INFORMATION SHOWN below:
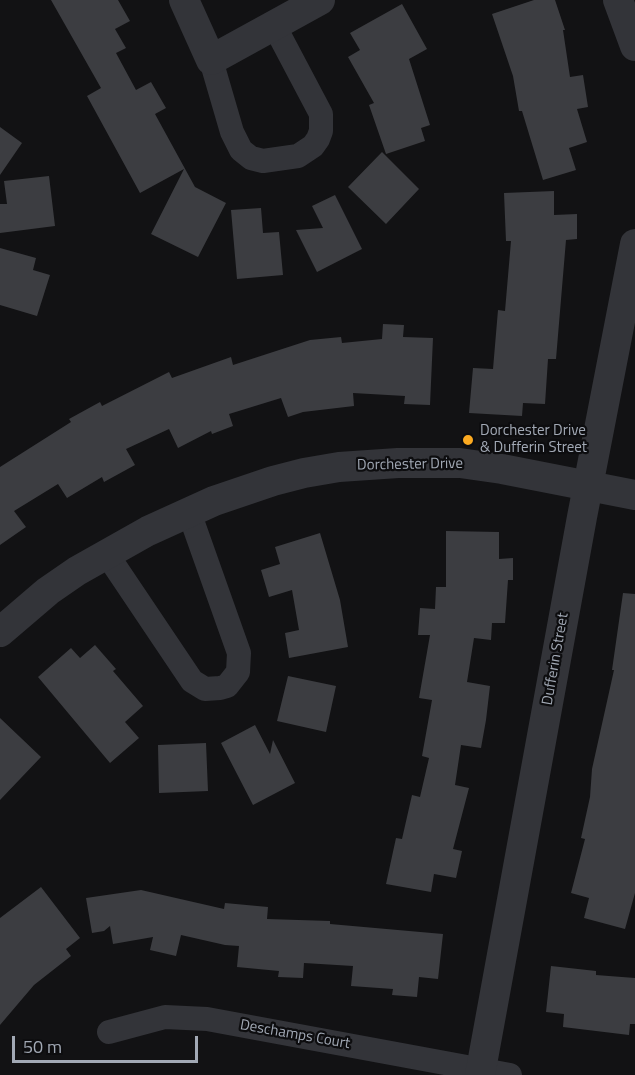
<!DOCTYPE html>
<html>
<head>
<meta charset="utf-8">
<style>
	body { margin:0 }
	#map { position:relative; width:635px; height:1075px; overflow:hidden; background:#121214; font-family:"Titillium Web",sans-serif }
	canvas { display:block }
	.scale { position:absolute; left:12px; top:1036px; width:186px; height:27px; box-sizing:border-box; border:3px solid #a2a9b5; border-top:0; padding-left:8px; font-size:18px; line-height:21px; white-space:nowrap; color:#a2a9b5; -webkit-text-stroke:4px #0d0d0f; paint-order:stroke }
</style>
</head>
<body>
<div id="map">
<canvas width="635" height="1075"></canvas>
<div class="scale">50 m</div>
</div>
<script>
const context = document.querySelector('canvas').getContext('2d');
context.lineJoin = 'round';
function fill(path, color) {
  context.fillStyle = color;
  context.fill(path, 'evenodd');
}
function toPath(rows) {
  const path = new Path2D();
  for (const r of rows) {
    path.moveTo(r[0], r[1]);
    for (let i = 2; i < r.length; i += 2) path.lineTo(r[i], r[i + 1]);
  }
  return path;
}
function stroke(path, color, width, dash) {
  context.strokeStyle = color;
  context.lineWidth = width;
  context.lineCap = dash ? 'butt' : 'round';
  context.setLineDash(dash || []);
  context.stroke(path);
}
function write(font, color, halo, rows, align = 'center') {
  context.font = font + ' "Titillium Web",sans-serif';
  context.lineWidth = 4.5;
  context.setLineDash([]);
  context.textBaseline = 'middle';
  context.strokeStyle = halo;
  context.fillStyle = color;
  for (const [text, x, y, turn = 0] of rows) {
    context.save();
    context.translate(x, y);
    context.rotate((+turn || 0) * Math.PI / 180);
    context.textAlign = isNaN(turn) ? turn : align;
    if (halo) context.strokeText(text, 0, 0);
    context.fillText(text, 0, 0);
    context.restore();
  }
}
const building = toPath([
	[51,0,118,0,130,21,115,29,126,48,116,53,136,90,151,82,166,108,155,114,195,187,226,203,198,257,151,234,184,169,140,193,87,96,101,88],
	[534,0,555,0,565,30,563,30,570,77,583,75,588,107,577,109,587,142,569,148,576,170,543,180,522,111,519,111,513,76,492,14],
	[402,4,427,49,409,59,430,125,421,128,425,141,386,154,369,105,374,103,348,57,360,50,350,33],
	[0,127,22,143,0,175],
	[382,152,419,189,386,224,348,187],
	[49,176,55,226,0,233,0,204,7,204,4,181],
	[554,191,554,215,577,214,577,239,566,240,556,359,548,359,545,404,523,403,522,416,469,413,473,368,493,369,498,310,505,311,511,241,506,241,504,193],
	[335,195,362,249,317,272,296,230,323,228,312,206],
	[261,208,263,233,279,232,283,275,237,279,231,210],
	[0,248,36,258,33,270,50,275,37,316,0,305],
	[383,324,404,325,403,337,433,338,430,405,404,404,405,396,353,393,354,406,303,412,288,417,281,398,229,414,233,426,212,434,211,431,178,448,169,429,126,449,135,465,104,482,102,477,67,498,58,484,14,511,26,527,0,545,0,467,71,422,69,419,100,402,102,406,169,372,172,378,231,357,233,365,310,340,341,337,342,343,382,339],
	[446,531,499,532,499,559,513,558,513,580,508,580,505,623,492,623,491,640,474,638,467,682,490,686,486,720,481,748,461,745,455,785,469,788,453,849,462,851,456,878,434,874,431,892,386,884,396,838,402,839,412,795,420,797,429,758,422,756,432,700,419,698,430,635,418,635,420,608,435,609,436,587,446,587],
	[320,533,340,600,348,647,289,658,285,633,299,630,292,590,269,597,261,570,280,564,275,547],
	[623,593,635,594,635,893,625,929,584,918,589,898,571,893,585,839,581,838,590,797,592,769,614,670,612,670],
	[95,645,116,669,113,671,143,706,125,722,139,738,110,763,38,677,71,648,80,658],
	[288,676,336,686,326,732,277,721],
	[0,718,41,757,0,800],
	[255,725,270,754,273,740,295,783,253,805,221,743],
	[206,743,208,791,159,793,158,745],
	[41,887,80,938,66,949,71,956,34,985,0,1025,0,918],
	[141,890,224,909,225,903,268,907,267,919,330,921,330,924,443,934,438,979,419,977,417,997,392,995,393,989,351,986,353,966,304,963,303,978,278,977,279,971,237,967,239,946,225,945,181,935,176,956,150,950,153,937,113,944,110,926,104,931,92,933,86,898],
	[551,966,596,971,596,975,635,978,635,1024,630,1024,629,1035,563,1027,564,1014,546,1012]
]);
const minor = toPath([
	[211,60,232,132,241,150,251,158,263,161,298,156,313,146,318,139,321,131,321,114,274,25],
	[106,553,192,681,205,689,220,688,227,686,238,672,239,653,189,512],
	[109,1032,165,1017,207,1019,510,1075]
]);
const tertiary = toPath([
	[184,0,211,60,320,0],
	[618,0,635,46],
	[0,632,48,591,77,571,148,531,214,501,273,481,304,473,339,467,398,463,460,463,502,469,635,495],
	[480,1075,582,517,635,244]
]);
const markers = [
	[468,440,6,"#fcaa21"]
];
const poiNames = [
	["Dorchester Drive",480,431],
	["& Dufferin Street",480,448]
];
const streetNames = [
	["Dorchester Drive",410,465,-1],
	["Dufferin Street",556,659,-80],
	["Deschamps Court",295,1035,10]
];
fill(building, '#3c3d41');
stroke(minor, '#333439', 24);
stroke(tertiary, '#333439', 30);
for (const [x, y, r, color] of markers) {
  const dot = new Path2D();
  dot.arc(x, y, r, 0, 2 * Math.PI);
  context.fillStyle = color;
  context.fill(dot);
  stroke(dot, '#0d0d0f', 2);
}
write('15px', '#a2a9b5', '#0d0d0f', poiNames, 'left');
write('15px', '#a2a9b5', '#0d0d0f', streetNames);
</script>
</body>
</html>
End of INFORMATION SHOWN.
__TASK REQUIREMENTS__: Copy each line in the entries above where the word "function" shows up.

__SOLUTION TO THE EXERCISE__:
function fill(path, color) {
function toPath(rows) {
function stroke(path, color, width, dash) {
function write(font, color, halo, rows, align = 'center') {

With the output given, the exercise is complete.